In ‘75 they played my local club, Friars Aylesbury. It was on this occasion that I plucked up the courage to approach the Captain in person. After the show - a spectacular greatest hits - Beefheart was sitting in a corner of Aylesbury Civic Centre with the customary sketch-pad on his lap, chatting and drawing constantly. We exchanged a few friendly words, and, as I made to leave, he gave me the sketch he’d been doing during our conversation of a flock of birds. My mate Colin Keinch was pissed off because the Captain had actually drawn his portrait, but then kept it for himself!

The big one was when I finally got to interview Captain Beefheart for Zigzag. It was one afternoon in September ‘77 at the swank Montcalm Hotel, near Marble Arch. Accompanied by photographer Erica Echenberg, I met the Captain in the lobby and emerged two hours later feeling like I’d been in the presence of true greatness. He talked about everything under the sun, had us in stitches with his surreal observations and, after drawing in his sketch-pad throughout, presented me with a personal message to the Zigzag readers. He also took us up to his room and played five tracks from the upcoming album - which he called ‘Bat Chain Puller’ but would actually emerge under the tag ‘Shiny Beast’. It was the sort of magical afternoon you don’t forget in a hurry - which takes on a far greater significance as the years go by. The feature started like this:

“HAAARM!!!” Captain Beefheart’s amazing throat lets out a ferociously powerful blues-roar, which in the “relaxed atmosphere of the Montcalm hotel bar has a resounding effect on the surrounding clientele. Be-suited businessmen glance frowning out of their hushed conversations, fur-coated blue-rinsed biddies tut at their neighbours and elderly gents choke in their drinks.
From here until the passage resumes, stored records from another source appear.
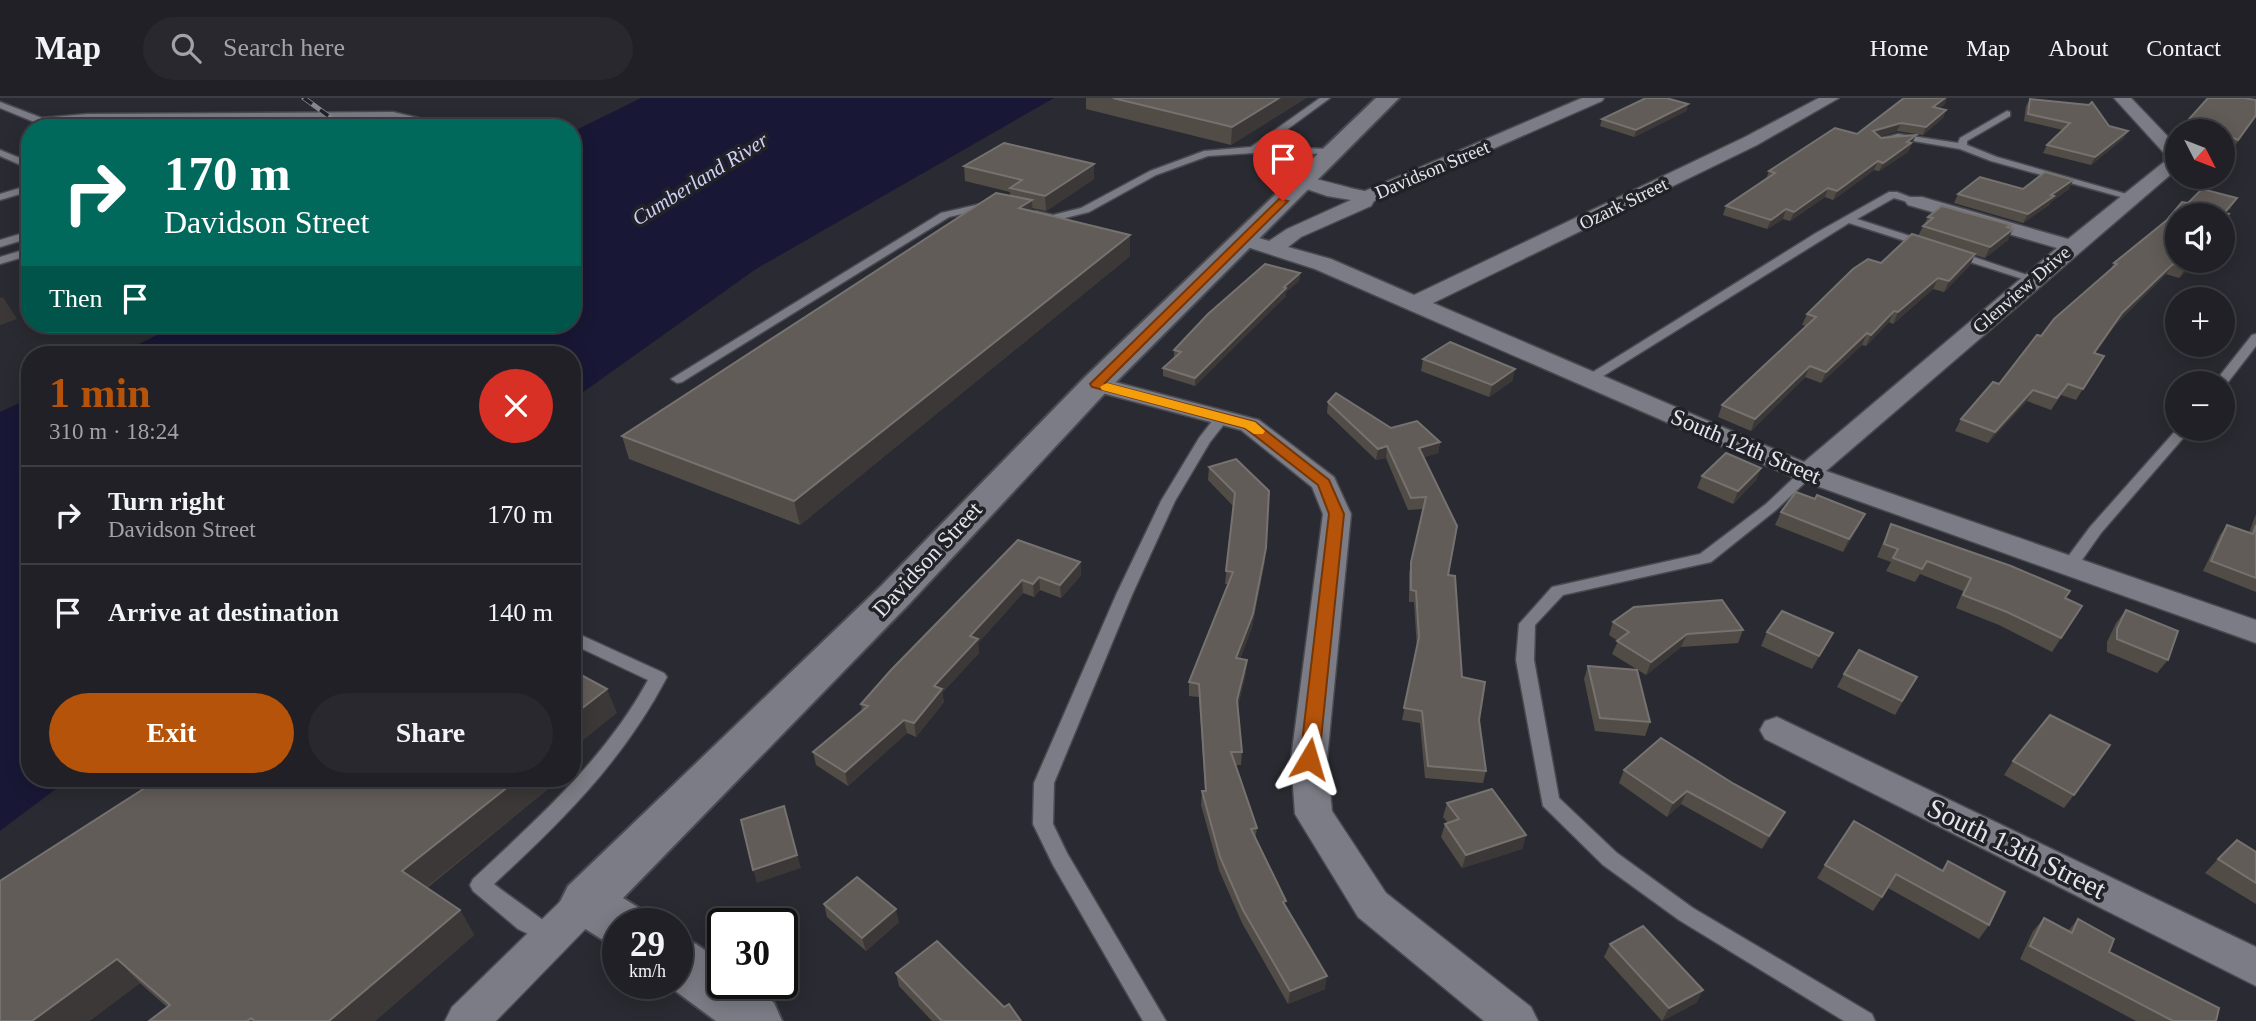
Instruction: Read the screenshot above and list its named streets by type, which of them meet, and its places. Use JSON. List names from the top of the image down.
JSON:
{
  "streets": {
    "street": [
      "Davidson Street",
      "Ozark Street",
      "Glenview Drive",
      "South 12th Street",
      "South 13th Street"
    ]
  },
  "crossings": [
    ["Davidson Street", "South 12th Street"],
    ["Ozark Street", "South 12th Street"],
    ["Glenview Drive", "South 12th Street"]
  ],
  "water": ["Cumberland River"],
  "north": "bottom right",
  "page": {
    "header": "Map",
    "search": "Search here",
    "nav": [
      "Home",
      "Map",
      "About",
      "Contact"
    ],
    "map_buttons": ["+", "−"],
    "turn": ["170 m", "Davidson Street"],
    "then": "Then",
    "heading": ["1 min", "310 m · 18:24"],
    "list": [
      {
        "name": "Turn right",
        "note": "Davidson Street",
        "value": "170 m"
      },
      {
        "name": "Arrive at destination",
        "value": "140 m"
      }
    ],
    "buttons": ["Exit", "Share"],
    "speed": "29 km/h",
    "limit": "30"
  }
}
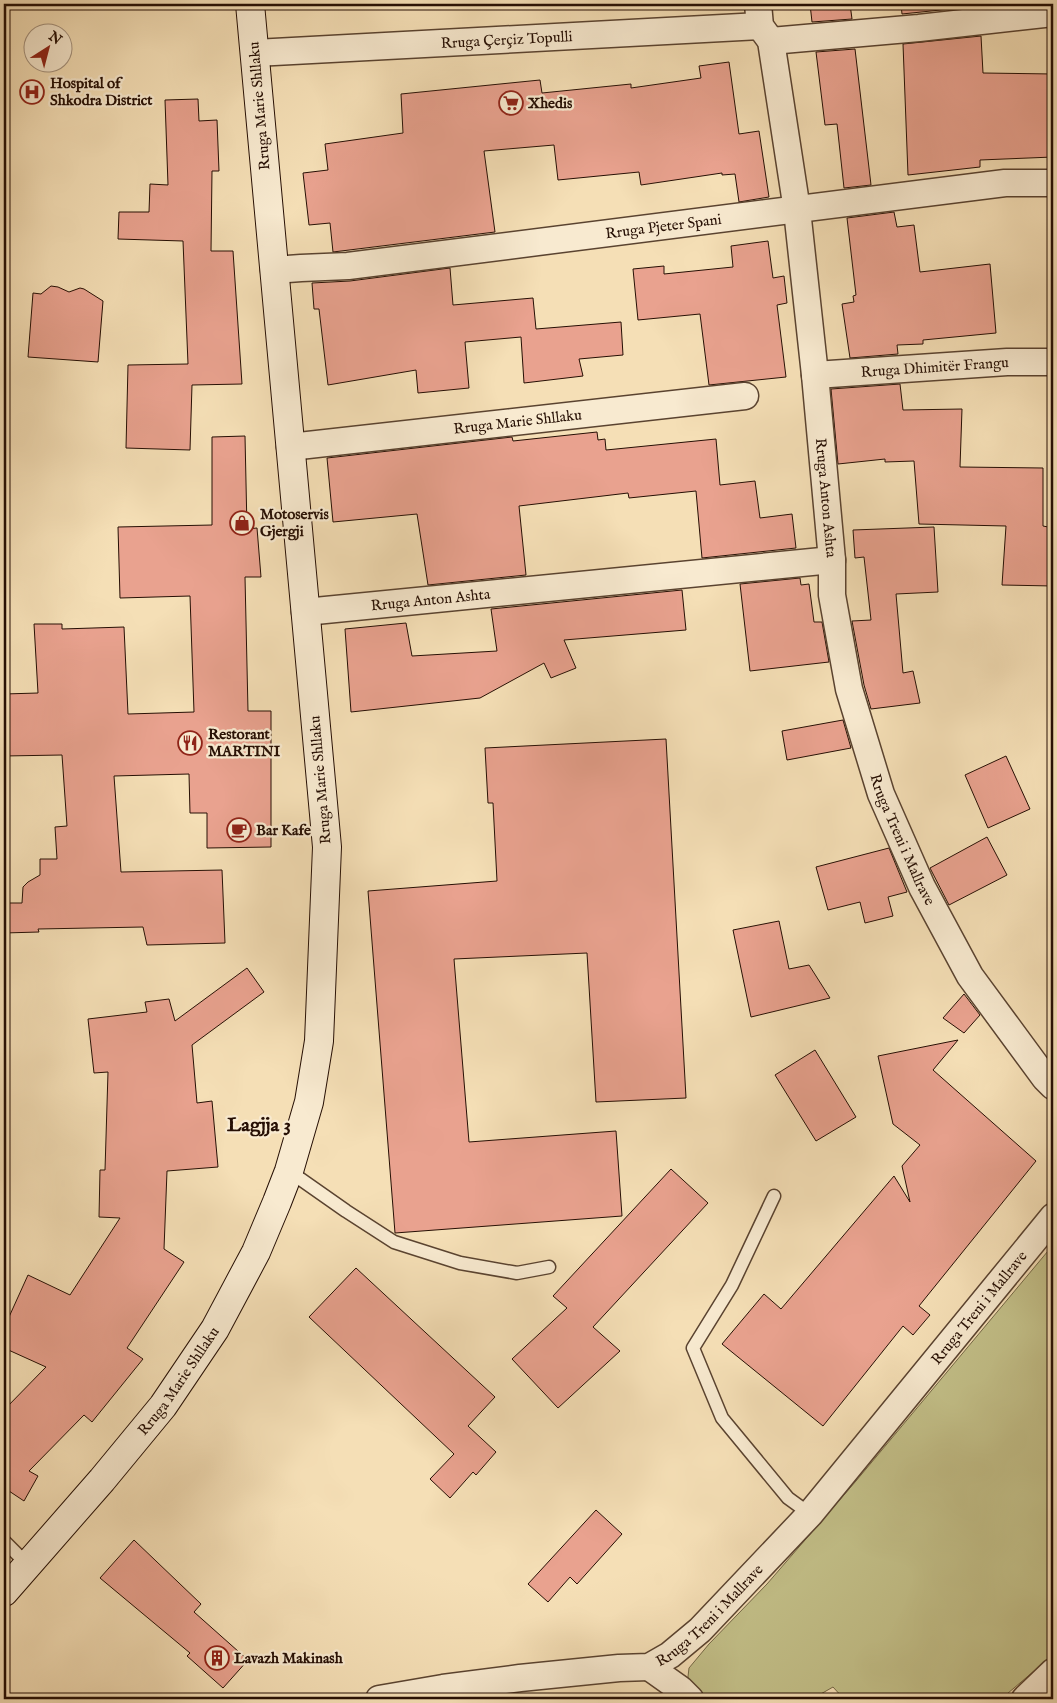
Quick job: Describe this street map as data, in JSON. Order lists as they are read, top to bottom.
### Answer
{
  "streets": {
    "main road": ["Rruga Marie Shllaku"],
    "street": [
      "Rruga Çerçiz Topulli",
      "Rruga Pjeter Spani",
      "Rruga Dhimitër Frangu",
      "Rruga Anton Ashta",
      "Rruga Treni i Mallrave"
    ]
  },
  "crossings": [
    ["Rruga Çerçiz Topulli", "Rruga Marie Shllaku"],
    ["Rruga Çerçiz Topulli", "Rruga Anton Ashta"],
    ["Rruga Marie Shllaku", "Rruga Pjeter Spani"],
    ["Rruga Marie Shllaku", "Rruga Anton Ashta"],
    ["Rruga Pjeter Spani", "Rruga Anton Ashta"],
    ["Rruga Dhimitër Frangu", "Rruga Anton Ashta"],
    ["Rruga Anton Ashta", "Rruga Treni i Mallrave"]
  ],
  "districts": ["Lagjja 3"],
  "places": {
    "hospital": ["Hospital of Shkodra District"],
    "supermarket": ["Xhedis"],
    "shop": ["Motoservis Gjergji"],
    "restaurant": ["Restorant MARTINI"],
    "cafe": ["Bar Kafe"],
    "building": ["Lavazh Makinash"]
  },
  "north": "top right"
}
“Look at that little bit of freedom!” chuckles the Captain. Beefheart’s suddenly unleashed noise was one way of releasing the pent-up happiness and joy he is revelling in since his new Magic Band played a storming gig in front of several thousand ecstatic people in Paris a couple of days before. He just can’t stop enthusing about the band, can’t sleep because he’s so excited, and wanted to communicate his pleasure with Zigzag on a one-day stop in this country before flying back to the States for more gigs.

It was the first time I’d had the chance to interview Don and was pretty excited because there was lots I wanted to ask. I should have known better cos doing a straight interview with Don is about as easy as a non-swimmer doing Cape Horn in a rubber ring, and much less fun than Beefheart’s own course, which is basically answering a question but letting whatever comes through to him at the time come out too - observations, jokes, stories, and he likes showing you his possessions, like his new gloves or drawing books. Anyway, we all got on great and I came away with five pieces of autographed Beefheart paraphernalia (By 2005 I just have the signed copy of Troutmask surviving, thanks to fire, theft and acts of God). Erica asks if she can photograph Don while he talks. “Oh, I should have told you, I’m just a piece of meat...I run six miles a night. Have done for a long time. Have to. In order to keep gravity away. Got to. It’s been difficult to find a running place here, but I have a trampoline kind of thing which you can jog on, but it’s a lot better for you because it doesn’t jerk your brain or your back. It’s dangerous to run on the ground or cement.”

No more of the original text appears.